** Opening Records for this exercise block **

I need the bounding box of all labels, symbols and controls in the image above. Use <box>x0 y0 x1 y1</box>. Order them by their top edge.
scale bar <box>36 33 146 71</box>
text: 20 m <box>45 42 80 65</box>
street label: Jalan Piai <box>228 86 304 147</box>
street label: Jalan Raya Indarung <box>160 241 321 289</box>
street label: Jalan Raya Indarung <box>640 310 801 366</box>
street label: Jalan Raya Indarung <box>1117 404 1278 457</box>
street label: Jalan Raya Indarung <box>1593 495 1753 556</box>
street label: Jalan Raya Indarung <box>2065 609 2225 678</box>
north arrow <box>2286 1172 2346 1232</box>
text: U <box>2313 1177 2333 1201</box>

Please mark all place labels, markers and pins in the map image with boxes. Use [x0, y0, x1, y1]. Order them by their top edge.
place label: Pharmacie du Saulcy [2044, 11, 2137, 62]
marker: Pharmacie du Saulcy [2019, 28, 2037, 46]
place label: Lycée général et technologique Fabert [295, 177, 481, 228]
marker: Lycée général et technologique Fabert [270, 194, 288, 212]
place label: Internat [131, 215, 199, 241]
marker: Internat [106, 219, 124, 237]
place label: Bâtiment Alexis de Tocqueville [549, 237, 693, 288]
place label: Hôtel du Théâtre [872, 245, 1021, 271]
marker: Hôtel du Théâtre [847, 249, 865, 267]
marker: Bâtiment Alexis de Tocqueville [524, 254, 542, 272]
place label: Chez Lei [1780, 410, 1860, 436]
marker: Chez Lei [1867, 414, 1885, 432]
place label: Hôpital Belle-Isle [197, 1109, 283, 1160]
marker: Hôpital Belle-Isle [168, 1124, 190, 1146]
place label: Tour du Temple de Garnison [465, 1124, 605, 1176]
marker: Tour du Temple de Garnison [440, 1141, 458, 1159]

** Closing Records for this exercise block **

* [Prompt]: The complete listing must be printed again exactly as given.

* [Response area]:
I need the bounding box of all labels, symbols and controls in the image above. Use <box>x0 y0 x1 y1</box>. Order them by their top edge.
scale bar <box>36 33 146 71</box>
text: 20 m <box>45 42 80 65</box>
street label: Jalan Piai <box>228 86 304 147</box>
street label: Jalan Raya Indarung <box>160 241 321 289</box>
street label: Jalan Raya Indarung <box>640 310 801 366</box>
street label: Jalan Raya Indarung <box>1117 404 1278 457</box>
street label: Jalan Raya Indarung <box>1593 495 1753 556</box>
street label: Jalan Raya Indarung <box>2065 609 2225 678</box>
north arrow <box>2286 1172 2346 1232</box>
text: U <box>2313 1177 2333 1201</box>

Please mark all place labels, markers and pins in the map image with boxes. Use [x0, y0, x1, y1]. Order them by their top edge.
place label: Pharmacie du Saulcy [2044, 11, 2137, 62]
marker: Pharmacie du Saulcy [2019, 28, 2037, 46]
place label: Lycée général et technologique Fabert [295, 177, 481, 228]
marker: Lycée général et technologique Fabert [270, 194, 288, 212]
place label: Internat [131, 215, 199, 241]
marker: Internat [106, 219, 124, 237]
place label: Bâtiment Alexis de Tocqueville [549, 237, 693, 288]
place label: Hôtel du Théâtre [872, 245, 1021, 271]
marker: Hôtel du Théâtre [847, 249, 865, 267]
marker: Bâtiment Alexis de Tocqueville [524, 254, 542, 272]
place label: Chez Lei [1780, 410, 1860, 436]
marker: Chez Lei [1867, 414, 1885, 432]
place label: Hôpital Belle-Isle [197, 1109, 283, 1160]
marker: Hôpital Belle-Isle [168, 1124, 190, 1146]
place label: Tour du Temple de Garnison [465, 1124, 605, 1176]
marker: Tour du Temple de Garnison [440, 1141, 458, 1159]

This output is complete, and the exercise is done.